By Ryan Malone

compelling content marketingContent marketing is the core component of inbound marketing. It consists of creating pertinent and compelling content – consistently - for carefully targeted buyer personas. It focuses on all stages of the buying process, awareness through to brand evangelism. When you have compelling content on your website and are promoting it via email, news releases, Facebook, LinkedIn, Twitter, Instagram, Pinterest, you will make real connections with your prospects and customers. But how do you go from so-so content to compelling content?

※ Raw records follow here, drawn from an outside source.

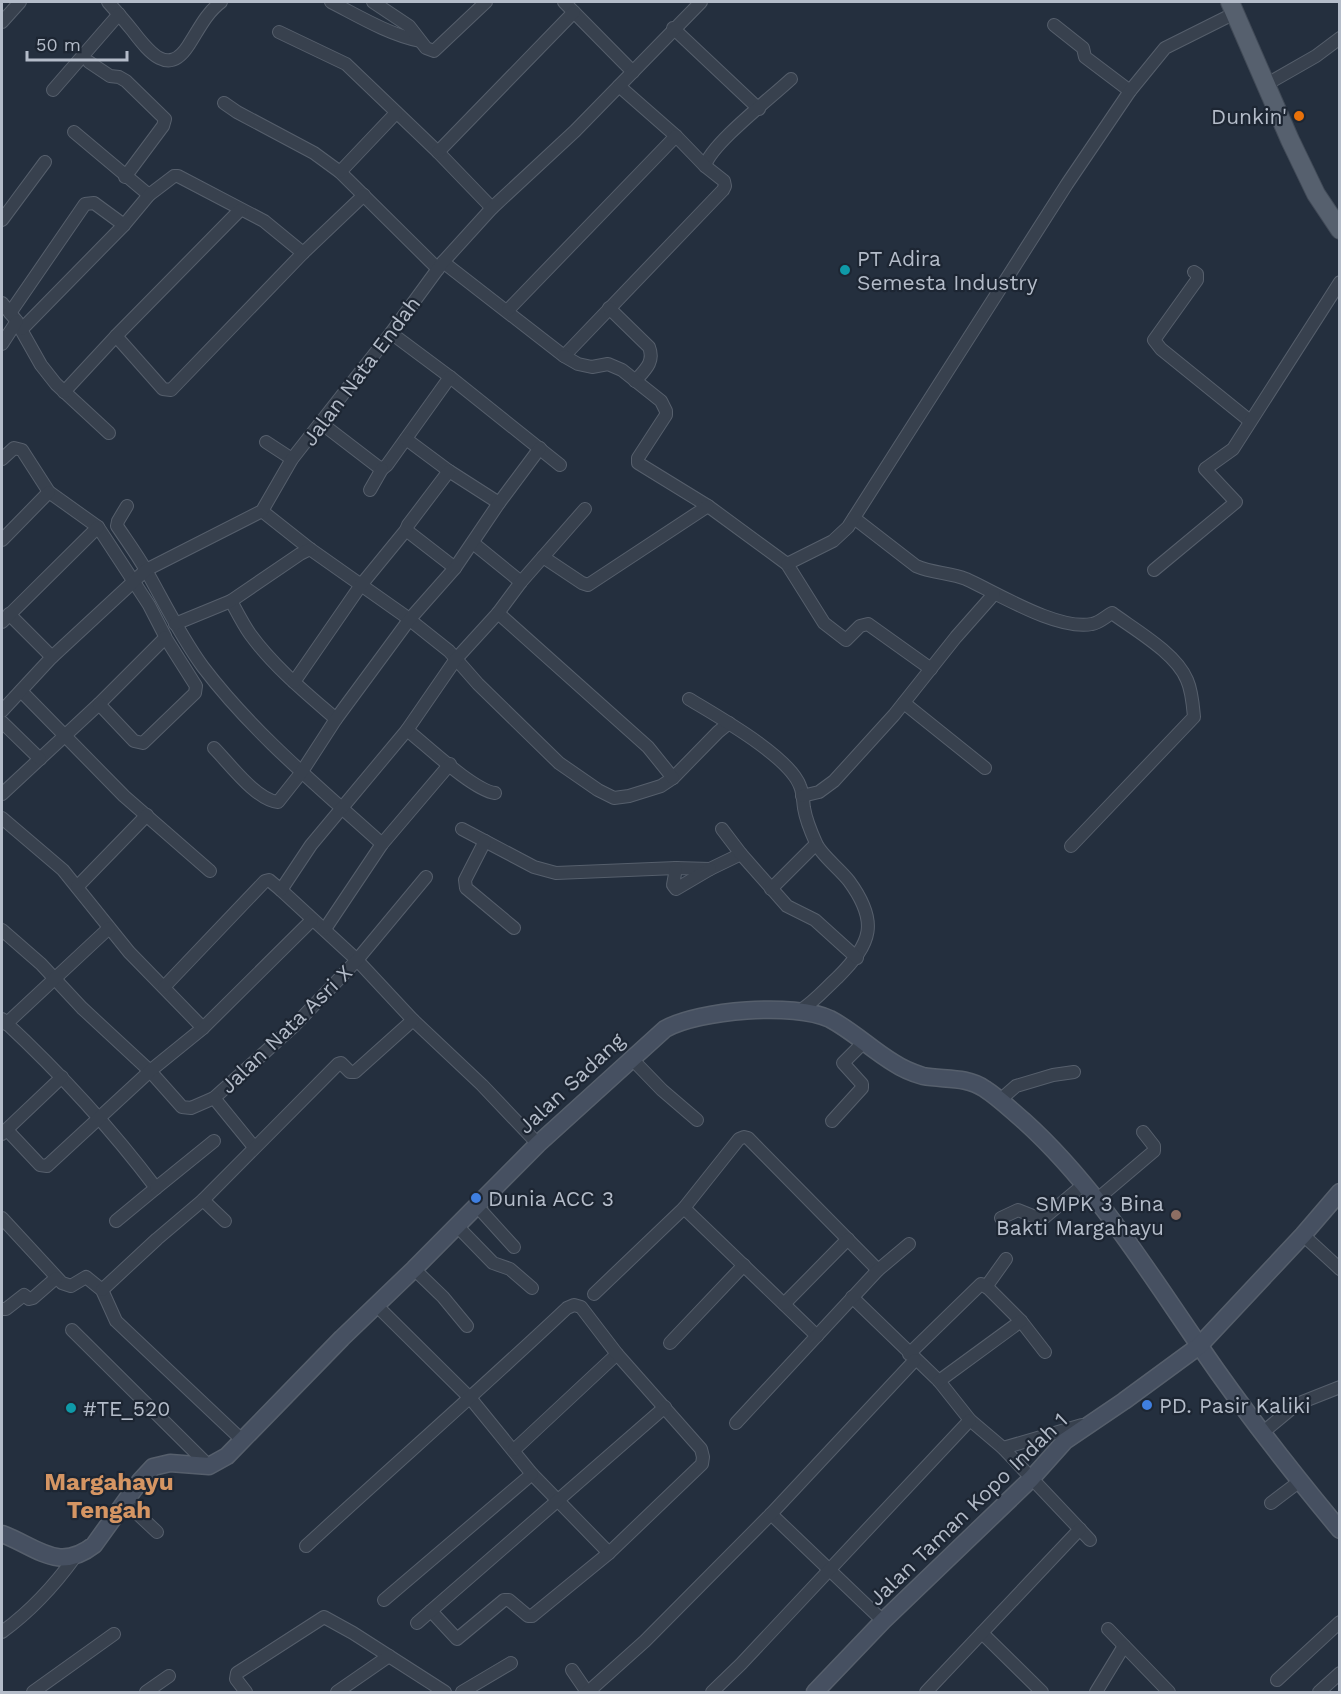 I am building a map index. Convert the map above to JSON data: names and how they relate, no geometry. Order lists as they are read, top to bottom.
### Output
{
  "streets": {
    "street": [
      "Jalan Nata Endah",
      "Jalan Nata Asri X",
      "Jalan Sadang",
      "Jalan Taman Kopo Indah 1"
    ]
  },
  "crossings": [
    ["Jalan Sadang", "Jalan Taman Kopo Indah 1"]
  ],
  "districts": ["Margahayu Tengah"],
  "places": [
    "Dunkin'",
    "PT Adira Semesta Industry",
    "Dunia ACC 3",
    "SMPK 3 Bina Bakti Margahayu",
    "PD. Pasir Kaliki",
    "#TE_520"
  ],
  "scale_bar": "50 m"
}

Try these six steps:

  1. Know Your Personas
    It is probably not the best use of resources to create an amazing web page or blog post customized with bright colors and busy fonts with pictures of females ages 15-25 when your product is a hair loss cream. According to Hubspot, a buyer persona is defined as “…. fictional representations of your ideal customers. They are based on real data about customer demographics and online behavior, along with educated speculation about their personal histories, motivations, and concerns.”  Need help in defining your personas? Hubspot offers a free template to help walk you through the process and create a presentation to share.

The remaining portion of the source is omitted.